Dans la pénombre du Colisée, éclairé par des milliers de cierges, plus de 30 000 fidèles se sont rassemblés vendredi 3 avril pour participer au Chemin de Croix présidé par Léon XIV. Une célébration marquée par un geste inédit depuis plus de trente ans : le souverain pontife a lui-même porté la croix tout au long des quatorze stations.
Pour sa première Pâques depuis son élection, le pape a souhaité incarner pleinement la Passion du Christ, de sa condamnation à sa mise au tombeau. Un choix qu’il avait expliqué quelques jours auparavant comme «un signe important», rappelant que le pape est «une voix qui nous dit que le Christ souffre encore». Une invitation, aussi, à «marcher avec le Christ qui a souffert» dans un monde tourmenté.

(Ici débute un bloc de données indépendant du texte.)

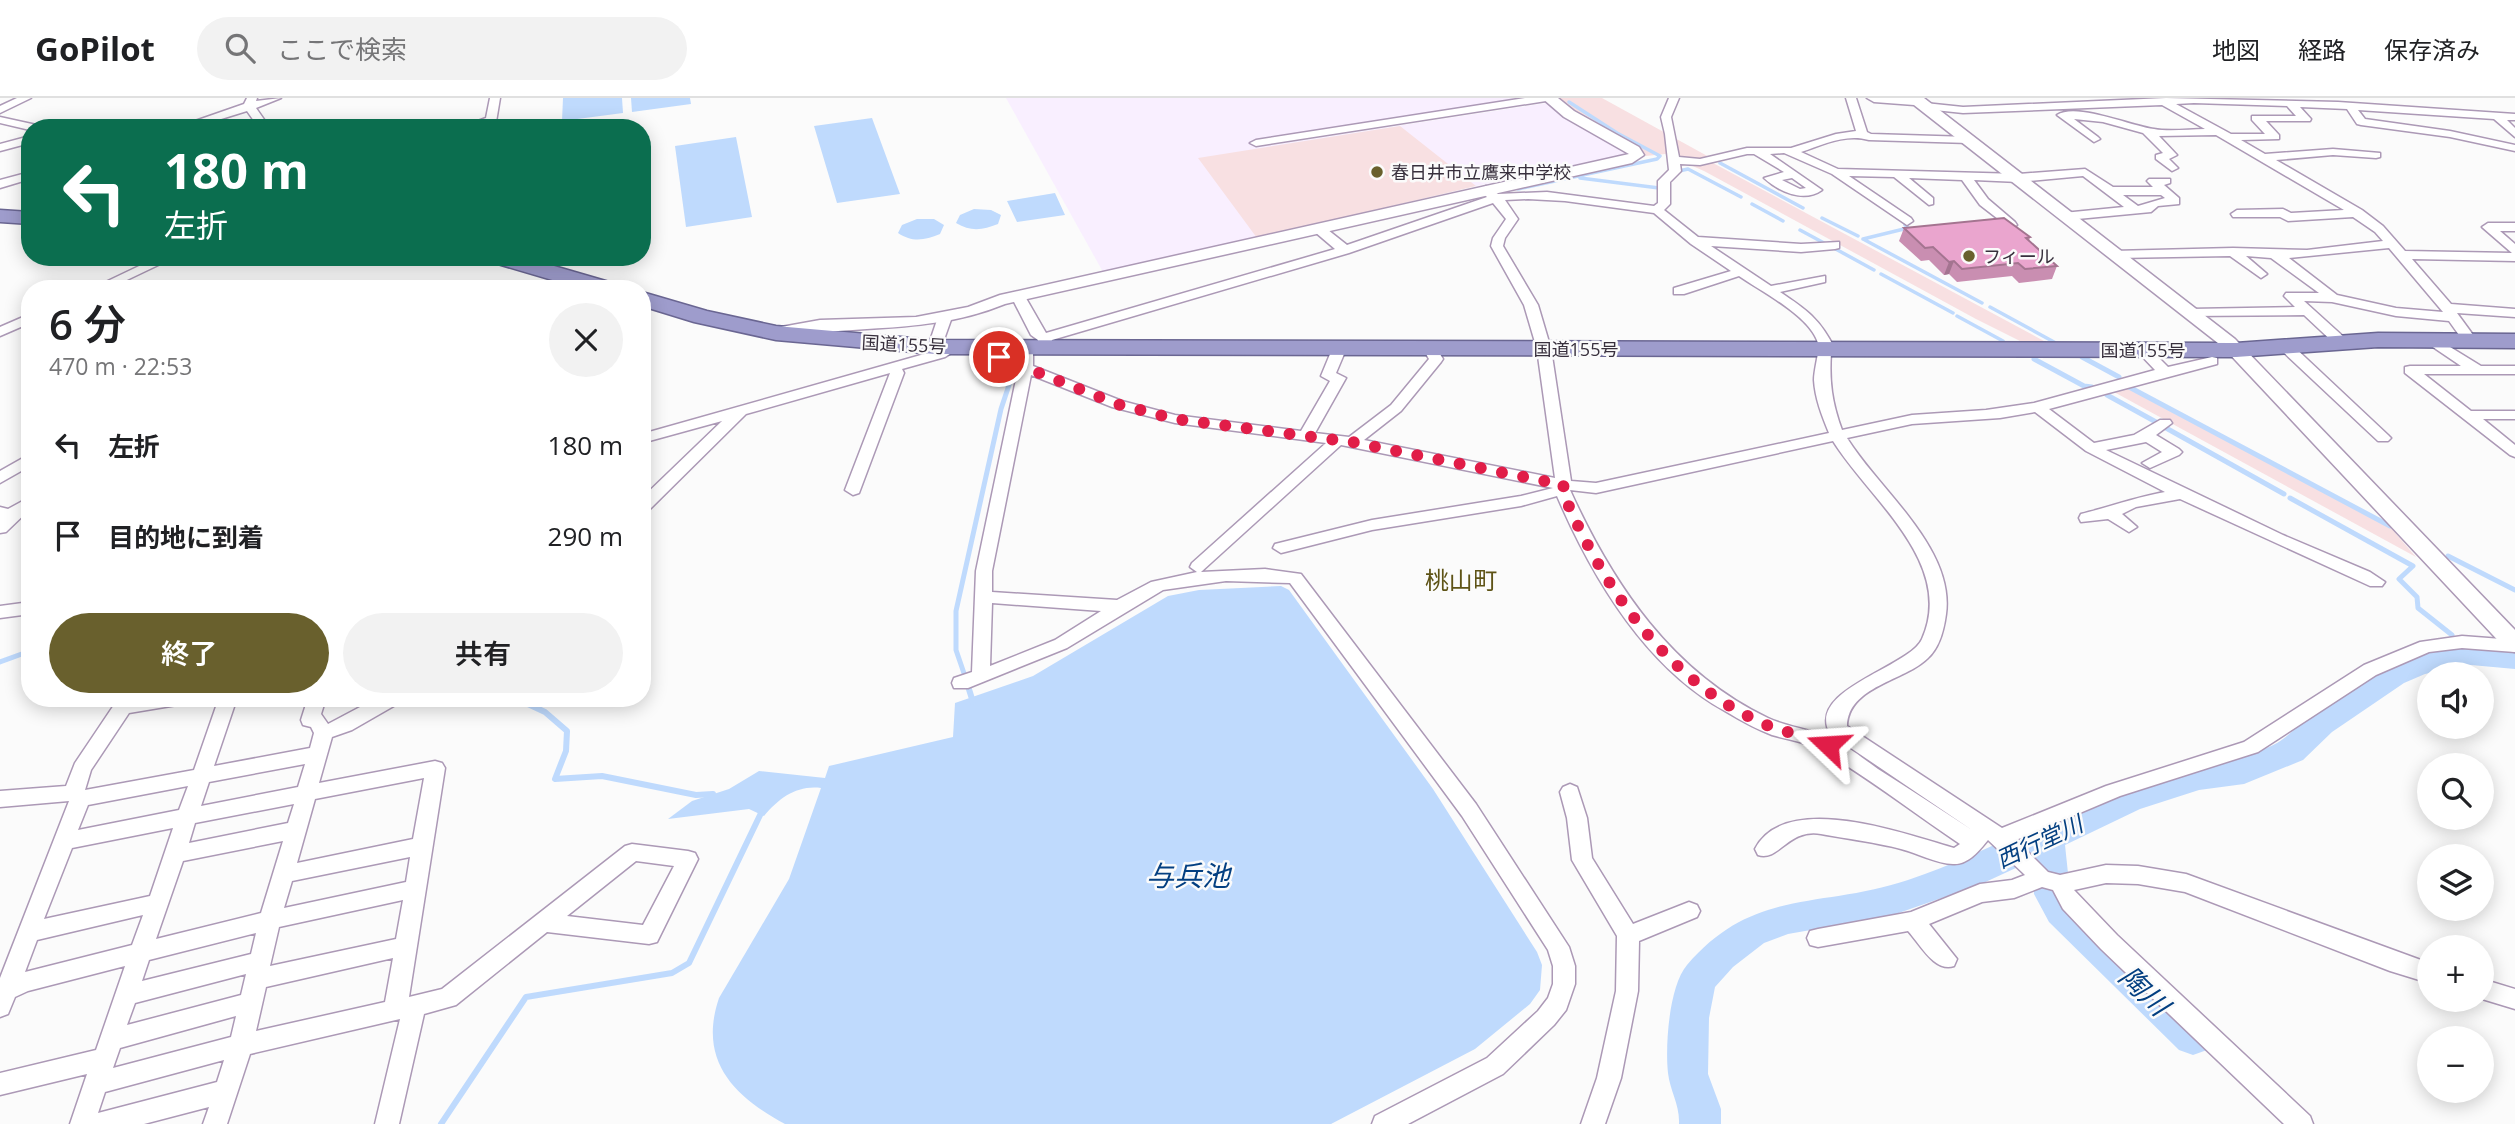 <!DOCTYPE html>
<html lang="ja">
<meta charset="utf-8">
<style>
:root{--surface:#fff;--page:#f2f2f2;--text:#202124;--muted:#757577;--line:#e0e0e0;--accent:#69602d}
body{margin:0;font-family:"Open Sans","Noto Sans JP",sans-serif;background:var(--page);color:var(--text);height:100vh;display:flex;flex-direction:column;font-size:26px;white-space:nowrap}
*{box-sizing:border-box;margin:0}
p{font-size:23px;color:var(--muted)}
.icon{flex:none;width:38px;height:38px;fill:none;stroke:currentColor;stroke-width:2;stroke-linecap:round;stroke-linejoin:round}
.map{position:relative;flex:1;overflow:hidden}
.details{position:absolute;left:21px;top:182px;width:630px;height:427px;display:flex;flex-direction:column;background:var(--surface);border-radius:28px;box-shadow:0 4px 18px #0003}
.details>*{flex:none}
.top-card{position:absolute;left:21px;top:21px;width:630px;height:147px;border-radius:28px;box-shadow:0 4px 18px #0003;background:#0b6e4f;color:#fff;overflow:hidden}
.buttons{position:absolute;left:2417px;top:564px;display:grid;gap:14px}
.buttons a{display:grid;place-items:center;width:77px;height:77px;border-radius:50%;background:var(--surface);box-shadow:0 4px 18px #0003;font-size:35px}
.pin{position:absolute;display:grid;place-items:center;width:60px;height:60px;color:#fff;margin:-30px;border:4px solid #fff;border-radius:50%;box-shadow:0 2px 7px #0007}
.me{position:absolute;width:77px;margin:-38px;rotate:290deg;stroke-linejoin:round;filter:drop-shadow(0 0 5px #0008)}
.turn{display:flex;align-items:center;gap:24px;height:147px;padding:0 28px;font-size:32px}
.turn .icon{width:91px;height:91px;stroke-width:2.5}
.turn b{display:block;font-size:49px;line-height:60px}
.round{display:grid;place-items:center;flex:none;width:74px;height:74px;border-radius:37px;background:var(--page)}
.overview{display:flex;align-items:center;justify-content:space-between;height:119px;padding:0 28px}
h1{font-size:42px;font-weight:600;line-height:52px}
.button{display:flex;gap:14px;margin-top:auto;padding:14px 28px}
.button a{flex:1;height:80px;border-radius:42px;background:var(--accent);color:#fff;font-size:28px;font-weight:600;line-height:80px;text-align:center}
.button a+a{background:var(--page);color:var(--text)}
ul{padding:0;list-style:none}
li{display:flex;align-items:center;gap:21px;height:91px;padding:0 28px}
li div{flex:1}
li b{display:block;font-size:26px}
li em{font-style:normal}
header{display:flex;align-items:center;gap:42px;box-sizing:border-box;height:98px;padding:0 35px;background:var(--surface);border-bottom:2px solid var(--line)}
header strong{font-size:33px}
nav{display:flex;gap:38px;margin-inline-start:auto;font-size:24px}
.search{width:490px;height:63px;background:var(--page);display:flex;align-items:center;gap:18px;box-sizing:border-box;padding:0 24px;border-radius:38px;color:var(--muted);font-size:26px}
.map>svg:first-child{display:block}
</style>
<header>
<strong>GoPilot</strong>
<div class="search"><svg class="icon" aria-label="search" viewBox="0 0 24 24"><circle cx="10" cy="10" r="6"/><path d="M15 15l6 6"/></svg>ここで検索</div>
<nav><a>地図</a><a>経路</a><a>保存済み</a></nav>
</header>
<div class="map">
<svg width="2515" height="1026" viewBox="0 0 2515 1026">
<rect width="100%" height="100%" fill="#fbfbfb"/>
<path fill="#f9efff" d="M1006 0H1524L1252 43 1258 49 1547 5 1562 17 1627 53 1626 57 1476 88 1103 174Z"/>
<path fill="#f8e0e2" d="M1558 0H1602L1711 60 1713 65 2044 243H2020L1976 221 1704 73 1665 56 1646 58 1640 51 1575 15Z
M1400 28 1476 88 1257 140 1198 60Z
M2129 290 2390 429 2416 459 2114 294Z"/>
<path fill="#bfdafd" d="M563 0H622L623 15 562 23Z
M631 0H690L691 6 632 14Z
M872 20 900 96 837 105 814 28Z
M736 39 752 119 686 129 675 48Z
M1055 95 1065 117 1017 124 1007 103Z
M974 111 991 112 1001 117 998 126C983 132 971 134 956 125L960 117Z
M917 121H934L944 127 940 136C925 142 913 145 898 135L902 127Z
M1281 488 1289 492 1433 691 1537 854 1542 867 1540 892 1530 906 1475 951 1331 1026H785C733 998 698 962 719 900L789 781 821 690C797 687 779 700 764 718L749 711 668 721 692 703 729 691 759 673 825 680 829 668 953 639 955 605 1033 578 1168 498 1199 492Z"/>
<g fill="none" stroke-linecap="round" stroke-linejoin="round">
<path stroke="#bfdafd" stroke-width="3.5" d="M1720 65 1803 110
M1679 73 1688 71 1741 99
M1580 80 1659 90
M1518 91 1657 61 1660 58 1617 35 1569 4
M1752 106 1783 123
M1822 120 1858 138
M1800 132 1824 145
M1863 141 1982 205
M1863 141 1908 130 1905 127 1909 125
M1832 149 1874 172
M1881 176 1953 215
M1990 209 2054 244
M1957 218 2003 243"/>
<path stroke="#bfdafd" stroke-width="5" d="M2082 259 2119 279
M2034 261 2084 288 2092 289
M2129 289 2390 428
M2107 297 2156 324
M2166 330 2284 396
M2290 400 2413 468 2399 481 2417 499 2418 510 2452 537
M2448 458 2515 492
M0 564 30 553
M968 587 956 552V513L1001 311 1014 272"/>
<path stroke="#bfdafd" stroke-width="6" d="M967 585 973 604
M515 600 545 614 567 633 566 653 555 681 602 678 696 697 713 696
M441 1026 526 899 672 875 689 865 762 713"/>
<path fill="#bfdafd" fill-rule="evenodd" d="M2471 545 2515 549V571L2471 567 2425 576 2404 585 2332 634 2303 662 2244 686 2199 692 2140 711 2065 747 2070 794 2075 802 2207 926 2213 939 2207 952 2193 957 2179 952 2049 824 2034 796 2031 763 1979 787 1890 818 1788 836 1764 845 1733 869 1715 889 1709 920 1708 976 1721 1011V1026H1679C1680 1007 1670 993 1668 975 1665 948 1669 888 1687 867 1754 789 1822 811 1908 782 1980 758 2045 720 2116 693 2142 683 2170 673 2196 667 2227 659 2247 661 2277 645 2289 638 2299 626 2310 618 2339 595 2374 570 2409 558 2429 551 2451 549 2471 545Z"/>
<defs>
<path id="minor" d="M17 0H31L0 15V8Z
M247 0H257L256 3 281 0 256 10 270 30H259L247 13 192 30H175L244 6Z
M490 0H500L495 30H484V27L459 30 486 20Z
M1525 0H1551L1546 3 1256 48 1250 45 1256 42Z
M1669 0H1679L1671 19 1679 59 1700 61 1747 50H1791L1836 36 1856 33 1846 0H1856L1867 34 1871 36 1969 39 1975 42 1969 45 1869 42C1846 35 1822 47 1801 54L1838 71 2019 76 2085 71 2113 89H2153L2147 83 2149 81H2170V85L2164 87 2179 100V106L2158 108 2151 114 2067 122 2063 121V115L2124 109 2083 78 2019 84 1974 82 1988 101 2015 124 2017 127 2011 131 1980 107 1962 82 1909 80 1933 100V106L1929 107 1894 79 1849 78 1911 120 1913 123 1907 127 1832 76 1784 55 1770 56 1822 92C1804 105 1779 94 1764 80L1784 74 1754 56H1747L1700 67 1680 66 1681 73 1670 84V106L1664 112 1698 139 1801 146 1839 144V150L1835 151 1801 154 1711 148 1771 188 1825 178V184L1780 194C1807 212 1820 221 1835 251L1831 255C1829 283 1832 305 1842 332L1912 317 1986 312 2034 305 2155 272 2136 252 2143 248 2148 249 2168 269 2212 259 2217 260V266L2049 311 2094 345 2134 337 2160 322H2170L2172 325 2156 337 2179 351 2182 354 2179 357 2150 370 2142 365 2162 354 2146 344 2106 352 2283 437 2370 474 2385 484 2382 488H2370L2180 401 2136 409 2122 416 2137 429 2129 434 2108 421 2081 424 2079 420 2081 416C2110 409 2136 399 2165 394L2086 353 2035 314 2000 320 1912 326 1847 340C1879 392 1955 450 1946 516 1944 531 1940 549 1928 560 1905 583 1848 588 1847 628L2002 730 2106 688 2244 644 2364 567 2420 544 2462 538 2515 542V554L2462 550 2429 554 2376 577 2258 654 2120 698 2016 742 2048 774 2060 777 2106 767 2138 768 2186 776 2429 865V885L2390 873 2185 794 2138 786 2106 785 2074 792 2117 837 2310 1018 2313 1026H2284L2101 851 2063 811 2053 792 2042 789 2014 800 1982 804 1929 826 1957 861 1954 868C1935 875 1920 846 1908 833L1818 849 1810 847 1807 840 1810 833 1818 831 1911 814 1980 786 2012 782 2025 777 1988 742C1979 753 1968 767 1953 766 1937 766 1917 755 1901 751 1875 744 1847 741 1821 736 1788 730 1779 764 1758 757L1755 751C1785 692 1905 736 1954 750L1960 746C1914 715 1870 681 1823 653 1808 644 1789 642 1772 637 1756 631 1740 622 1725 613 1645 569 1592 479 1557 398L1521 408 1372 432 1281 455 1273 450 1275 446 1372 422 1521 398 1553 390 1341 347 1201 474 1265 471 1301 476 1476 706 1569 849 1575 868V886L1566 912 1554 927 1503 976 1408 1026H1372L1375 1018 1487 960 1538 913 1548 900 1553 886V868L1548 852 1462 718 1290 485 1226 483 1163 492 1067 550 968 590H954L952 585 954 580 972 574 976 473 1018 272 994 262 992 259 995 246H1005L1006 257 1020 262 1023 256H1033V268L1122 303 1175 317 1301 333 1330 283 1321 278 1333 249 1335 246H1345L1347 249 1336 275 1346 280 1315 335 1349 339 1391 307 1429 261 1423 251 1430 247 1435 248 1443 261 1441 264 1401 313 1364 342 1555 380 1537 251 1524 207 1491 148 1493 140 1506 121 1493 105 1349 155 1052 242 1049 252 1044 253 1037 249 1038 242 1031 237 1011 198 1013 195H1023L1046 235 1335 151 1315 134V128H1323L1347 147 1487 99 1480 92 1486 88 1498 96 1547 94 1654 108 1658 105V83L1669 72 1665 36 1661 19ZM1792 80 1806 90 1800 91 1782 82ZM2123 97H2161L2165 100 2138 108ZM1528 101 1565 103 1654 115 1691 146 1731 173 1674 190V196H1684L1739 178C1762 194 1810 218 1818 245 1820 253 1814 271 1814 282 1815 300 1822 318 1829 335L1596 385 1571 383 1551 251 1538 207 1503 148 1505 140 1518 121 1505 102ZM1031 277 1112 309 1175 325 1326 345 1192 465 1190 469 1197 474 1151 484 1117 502 992 494V473ZM1833 343C1869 401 1956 465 1922 541 1909 570 1805 591 1830 636L1972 732C1941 712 1910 691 1878 671 1864 661 1849 649 1834 642 1813 631 1789 630 1768 620 1672 574 1613 487 1570 392L1596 395ZM992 505 1101 513 1055 542 990 568Z
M2166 0 2338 4 2515 16V22H2507L2515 30V39L2494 21 2358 12 2365 21 2450 33 2515 47V53L2450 39 2361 27 2357 26 2347 11 2300 9 2311 21 2310 23H2266L2279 37V41L2241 42 2265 56 2333 51 2380 55V59L2376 60 2333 57 2276 62 2362 112 2383 128 2405 153 2512 155 2482 129 2488 125H2515V133H2500L2515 146V163L2412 161 2451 206 2515 211V219L2457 215 2476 241 2469 245 2464 244 2449 223 2396 218 2332 204 2304 203 2346 241 2348 244 2341 248 2336 247 2304 217 2186 218 2184 215 2191 211 2295 209 2284 198 2286 195H2319L2271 160 2246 158 2267 176 2261 180 2230 158 2117 160 2113 159V153L2233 150 2307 152 2383 143 2375 134 2353 119 2288 123 2280 119H2233L2231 116 2237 112 2283 111 2291 115 2344 112 2216 37 2159 38 2177 57 2169 61 2178 70 2172 73 2156 61V57L2163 55 2143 35 2103 24 2074 21 2098 39 2100 41 2094 44 2057 17C2076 4 2131 28 2154 31 2170 34 2189 31 2205 31L2162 7 1963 15 1925 11 1920 8 1925 5 1963 9ZM2194 5 2287 8 2296 18H2252V22L2265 36H2231L2176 6ZM2389 150 2443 214 2396 210 2337 197 2289 160Z
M0 19 41 28 42 30 30 32 0 25Z
M30 38V45L0 53V46Z
M30 74V81L0 90V82Z
M158 159H175L108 191H91Z
M945 215 952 219 941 250 954 245 961 249 945 259 902 271 904 275 859 395 853 397 845 392 890 275 746 316 648 413 642 414V400L722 323 642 345V336L935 253 928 249 938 219Z
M30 216V225L0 238V229Z
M2429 236 2481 268H2515V276H2424L2471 313H2515V321H2483L2515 347V359L2510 357 2405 275V269L2410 268H2461L2424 243 2422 240Z
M2286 245 2291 246 2388 337 2391 340 2388 343H2378L2281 252 2279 249Z
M30 356V368L0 385V373Z
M30 399V411L6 434 0 435V409L8 411Z
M30 504V516L0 520V508Z
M134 600H186L184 605 177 607 129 615 91 672 85 692 194 672 219 600H237L214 668 310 650 314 635 311 629 303 627 301 622 308 600H326L321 616 328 626 377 600H401L399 605 352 632 332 639 319 685 435 663 442 665 445 670 409 899 442 891 625 748 632 746 688 753 695 755 698 761 657 844 649 846 547 834 456 907 424 916 399 1026H375L400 921 250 956 227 1026H203L209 1009 144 1026H70L87 976 0 997V975L96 952 125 868 28 893 15 899 8 916 0 919V880L69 703 0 709V693L66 688 75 665 116 604ZM305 666 298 689 201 708 209 684ZM424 680 413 741 297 765 315 701ZM188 688 179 712 78 732 88 707ZM294 706 288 725 189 745 195 725ZM173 730 150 798 44 821 72 750ZM283 743 261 815 156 841 183 763ZM410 759 406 784 284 810 292 783ZM636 763 674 768 643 827 567 818ZM403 802 396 841 270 868 279 829ZM143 817 132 847 25 874 37 842ZM256 835 251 856 142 883 149 862ZM393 860 385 904 256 933 266 889ZM246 876 241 897 127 927 135 905ZM236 918 231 939 113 970 120 950ZM224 962 217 984 98 1015 105 994Z
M1570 686 1577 689 1587 720 1592 760 1633 826 1689 804 1697 807 1700 813 1697 819 1639 843 1638 893 1621 980 1605 1026H1581L1597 980 1616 893 1617 838 1572 762 1567 720 1560 694 1563 689Z
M2482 881 2515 891V911L2482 901Z"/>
<path id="tertiary" d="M1542 0H1558L1574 13 1639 49 1644 57 1632 65 1005 206C930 237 855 226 776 240L767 235 770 231 820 222 916 219 968 209 1000 197 1629 56 1564 19Z
M1867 0H1924L2235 241 2515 532V554L2507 552 2223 249 1914 7 1874 4Z"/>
<path id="trunk" d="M0 112 30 114V126L0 124Z
M488 159H523L616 186 619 191H583L491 164Z
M642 194 707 213 776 228 935 242 2236 245 2378 235 2515 236V250L2378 249 2236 259 935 256 776 242 694 224 642 208Z"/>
</defs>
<use href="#minor" stroke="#ac99b6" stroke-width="3"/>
<use href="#tertiary" stroke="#ac99b6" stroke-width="3"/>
<use href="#trunk" stroke="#6a6692" stroke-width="3"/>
<use href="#minor" fill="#fff" fill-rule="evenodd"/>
<use href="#tertiary" fill="#fff" fill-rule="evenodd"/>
<use href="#trunk" fill="#9e9ccc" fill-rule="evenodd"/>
</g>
<path fill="#c98eb1" d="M1904 130 2030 139 2029 143 2057 168 2052 181 2019 185 2012 178 1957 184 1949 176 1944 177 1929 162 1921 163 1899 143Z"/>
<path fill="#a47490" d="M1954 163 1949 176 1944 177 1949 164Z"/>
<path fill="#eaa5ce" stroke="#a47490" stroke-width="2" d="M2004 120 2030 139 2026 140 2057 168 2025 171 2018 165 1962 171 1954 163 1949 164 1933 149 1925 150 1904 130Z"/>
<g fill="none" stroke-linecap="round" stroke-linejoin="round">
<path stroke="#e11d48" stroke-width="12" stroke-dasharray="0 21.6" d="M999 259 1117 306 1175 321 1352 344 1564 387 1562 392C1601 487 1666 582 1762 625 1783 635 1807 637 1828 647"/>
</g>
<g fill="#69602d" stroke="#fbfbfb" stroke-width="2.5">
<circle cx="1377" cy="74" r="7"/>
<circle cx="1969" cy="158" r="7"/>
</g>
<g text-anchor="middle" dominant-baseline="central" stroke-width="5" stroke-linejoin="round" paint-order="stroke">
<g font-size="18" fill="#38303d" stroke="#fbfbfb" text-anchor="start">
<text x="1391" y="74">春日井市立鷹来中学校</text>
<text x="1983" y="158">フィール</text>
</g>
<g font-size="18" fill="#38303d" stroke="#fbfbfb">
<text transform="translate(904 246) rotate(3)">国道155号</text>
<text x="1576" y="251">国道155号</text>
<text x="2143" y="252">国道155号</text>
</g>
<g font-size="23" font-style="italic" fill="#033f81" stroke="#fbfbfb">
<text transform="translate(2039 743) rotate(-25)">西行堂川</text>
</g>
<g font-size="24" fill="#5e5316" stroke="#fbfbfb">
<text x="1461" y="481">桃山町</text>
</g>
<g font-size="28" font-style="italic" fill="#033f81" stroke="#fbfbfb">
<text x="1188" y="777">与兵池</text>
<text transform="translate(2145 892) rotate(44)">陶川</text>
</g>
</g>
</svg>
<div class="buttons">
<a><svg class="icon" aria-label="sound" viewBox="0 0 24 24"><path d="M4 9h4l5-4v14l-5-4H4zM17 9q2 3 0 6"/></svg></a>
<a><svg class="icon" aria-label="search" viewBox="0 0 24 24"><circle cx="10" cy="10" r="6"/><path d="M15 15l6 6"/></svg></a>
<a><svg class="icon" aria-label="layers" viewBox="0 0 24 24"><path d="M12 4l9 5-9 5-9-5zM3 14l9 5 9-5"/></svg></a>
<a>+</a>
<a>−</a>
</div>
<div class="pin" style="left:999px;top:259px;background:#d93025"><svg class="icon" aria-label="arrive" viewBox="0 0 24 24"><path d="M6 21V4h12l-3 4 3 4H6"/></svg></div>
<svg class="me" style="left:1828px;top:647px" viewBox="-20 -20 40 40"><path d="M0-17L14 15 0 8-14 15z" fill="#e11d48" stroke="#fff" stroke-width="4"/></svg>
<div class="top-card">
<div class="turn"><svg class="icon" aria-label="left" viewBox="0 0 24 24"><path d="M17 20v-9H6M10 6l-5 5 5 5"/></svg><div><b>180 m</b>左折</div></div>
</div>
<section class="details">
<div class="overview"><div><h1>6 分</h1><p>470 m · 22:53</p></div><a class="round"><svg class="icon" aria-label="close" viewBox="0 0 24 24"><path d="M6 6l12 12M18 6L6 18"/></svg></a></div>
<ul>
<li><svg class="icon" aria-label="left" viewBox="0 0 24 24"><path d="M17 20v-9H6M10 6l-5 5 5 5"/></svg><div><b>左折</b></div><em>180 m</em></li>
<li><svg class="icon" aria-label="arrive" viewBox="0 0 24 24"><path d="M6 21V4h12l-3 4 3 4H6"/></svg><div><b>目的地に到着</b></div><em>290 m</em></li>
</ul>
<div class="button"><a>終了</a><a>共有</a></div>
</section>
</div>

Le parcours spirituel proposé cette année s’inscrit dans une réalité contemporaine marquée par les tensions et les drames. Les méditations, rédigées par le franciscain Francesco Patton, décrivent un monde «chaotique, agité et bruyant», où la foi est sans cesse mise à l’épreuve. «Le Chemin de Croix n’est pas un refuge hors du monde», rappellent-elles, mais un engagement à vivre foi, espérance et charité dans la réalité quotidienne.
Accompagné du maître des célébrations liturgiques et du cardinal-vicaire de Rome, Léon XIV a avancé station après station, s’arrêtant pour méditer des passages des Évangiles et des écrits de François d’Assise. À chaque étape, une prière reprise en chœur par les fidèles est venue donner une dimension collective à ce moment de recueillement.
Dès la première station, celle de la condamnation de Jésus, un message fort a été adressé aux responsables du monde : «Toute autorité devra répondre devant Dieu de la manière dont elle aura exercé le pouvoir». Une réflexion qui résonne dans un contexte international marqué par les abus et les dérives du pouvoir.
Tout au long du chemin, les méditations ont mis en lumière les souffrances contemporaines. À la troisième station, évoquant la chute du Christ, les fidèles ont été invités à «choisir de rester à terre, aux pieds des autres, plutôt que de chercher à les dominer». Une inversion radicale des logiques de puissance.
L’émotion s’est particulièrement intensifiée lors des stations consacrées aux victimes des guerres. À la rencontre avec sa mère, Jésus devient le symbole des drames vécus par les familles déchirées par les conflits. Plus loin, en évoquant les femmes de Jérusalem, la méditation souligne leur rôle essentiel : présentes «là où il y a une souffrance», des hôpitaux aux zones de guerre.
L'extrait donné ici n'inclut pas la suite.